### WHAT YOU ARE ASKED TO DO
Keep only the lines of the listing that include the word "pixel", and copy them.

### SOURCE DATA
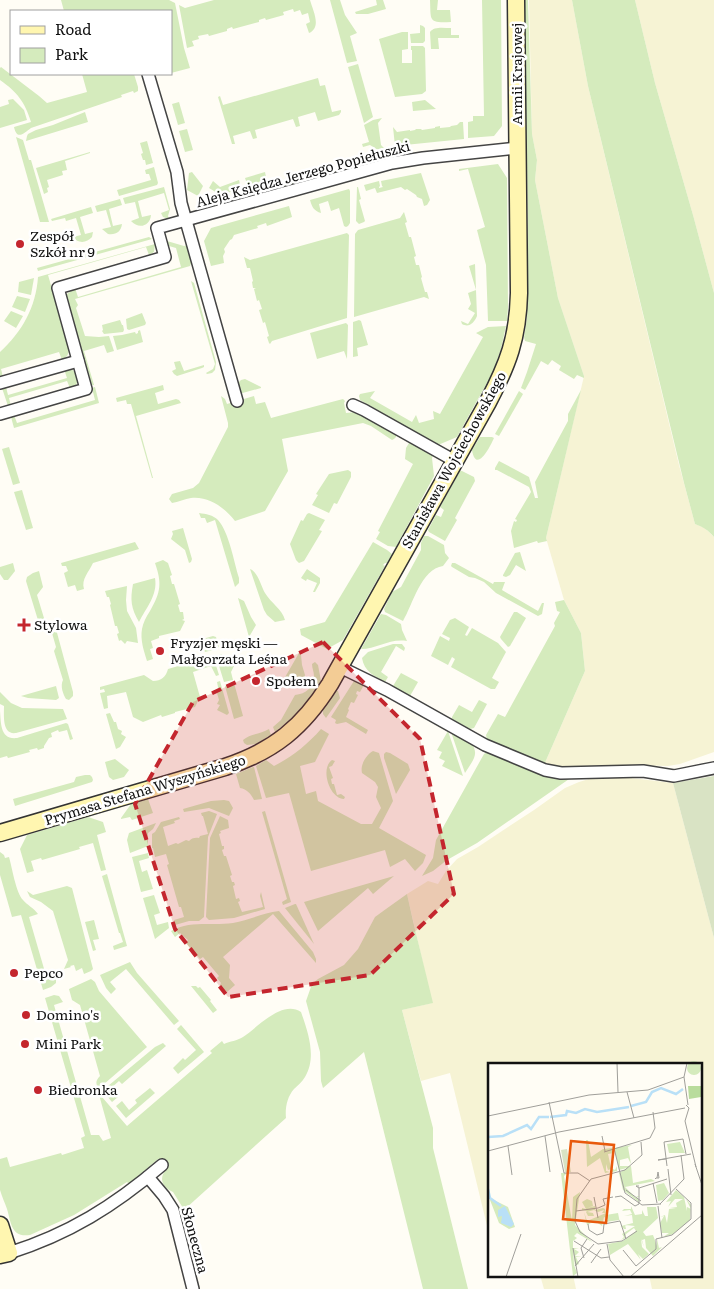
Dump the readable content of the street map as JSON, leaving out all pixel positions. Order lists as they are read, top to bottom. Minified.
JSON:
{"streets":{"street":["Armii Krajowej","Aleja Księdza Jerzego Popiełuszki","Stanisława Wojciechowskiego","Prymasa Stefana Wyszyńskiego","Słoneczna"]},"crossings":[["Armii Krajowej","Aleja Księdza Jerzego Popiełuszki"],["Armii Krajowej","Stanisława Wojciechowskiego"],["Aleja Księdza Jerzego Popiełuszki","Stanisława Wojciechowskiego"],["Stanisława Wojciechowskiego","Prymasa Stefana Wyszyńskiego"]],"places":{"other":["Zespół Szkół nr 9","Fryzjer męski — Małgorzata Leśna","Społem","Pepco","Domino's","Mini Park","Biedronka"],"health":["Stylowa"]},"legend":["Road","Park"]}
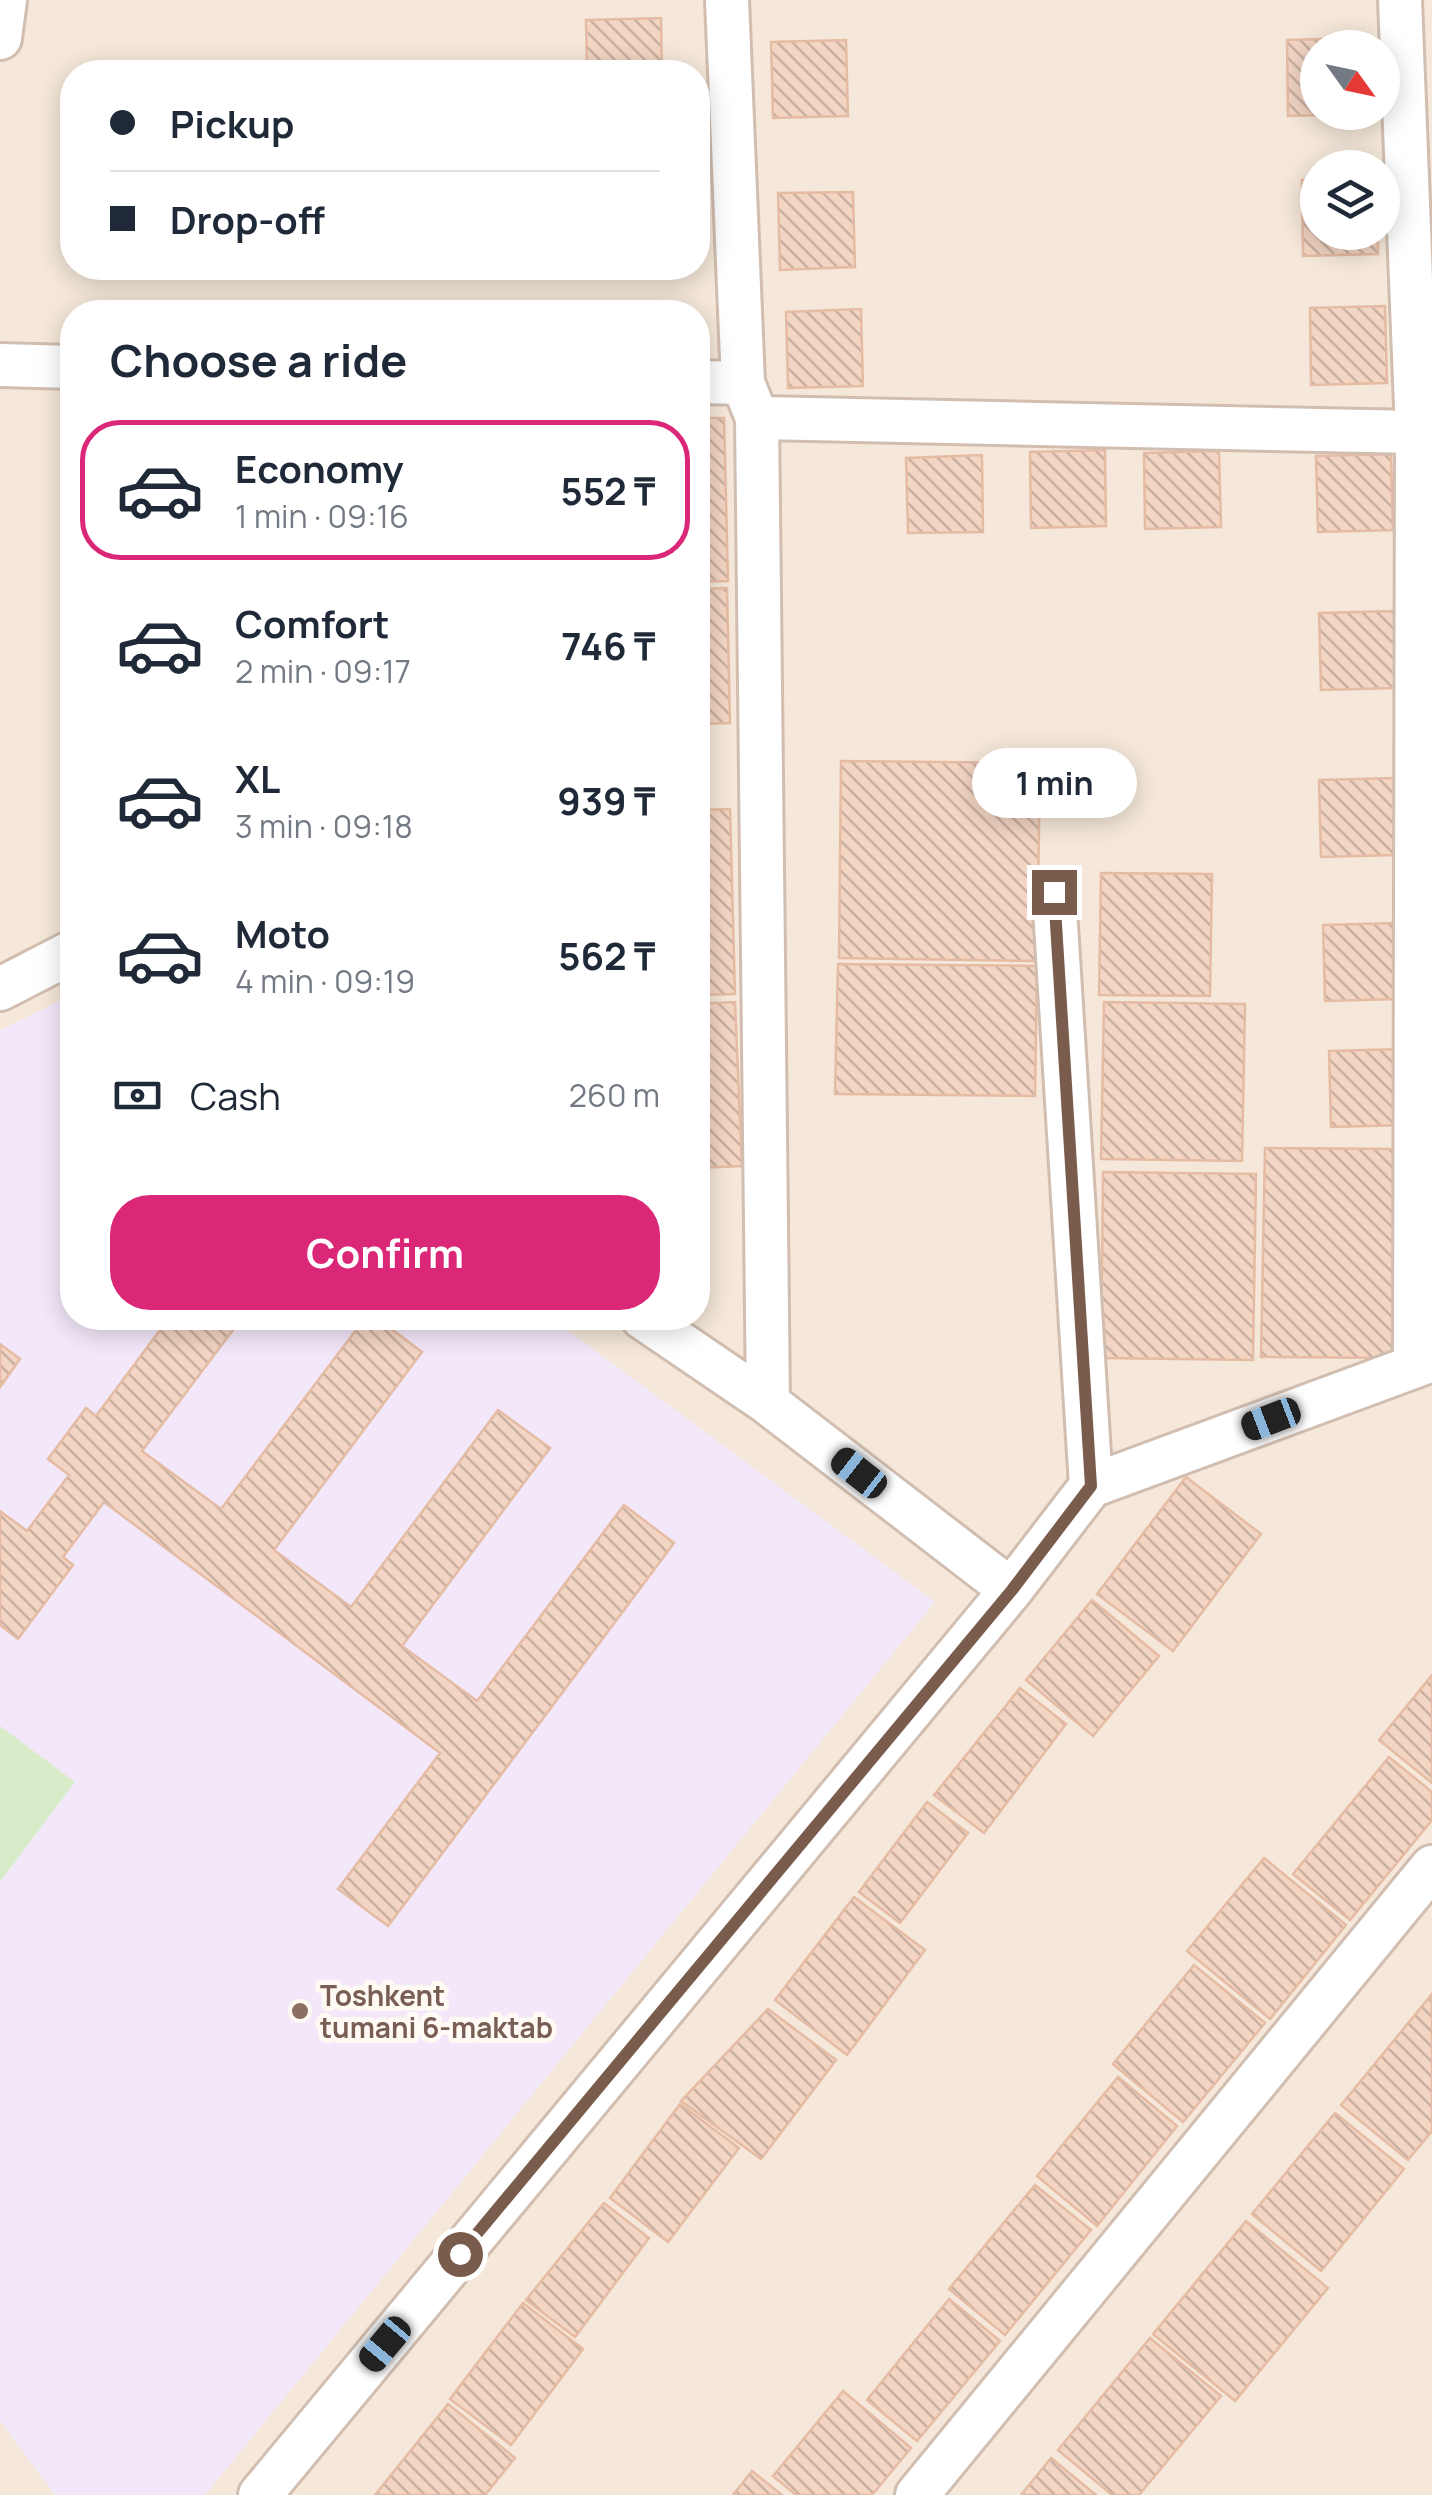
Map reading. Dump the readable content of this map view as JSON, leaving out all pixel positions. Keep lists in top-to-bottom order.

### ANSWER TO THE PROBLEM
Dump the readable content of the street map as JSON, leaving out all pixel positions. Order lists as they are read, top to bottom. Minified.
Map reading. Dump the readable content of this map view as JSON, leaving out all pixel positions. Keep lists in top-to-bottom order.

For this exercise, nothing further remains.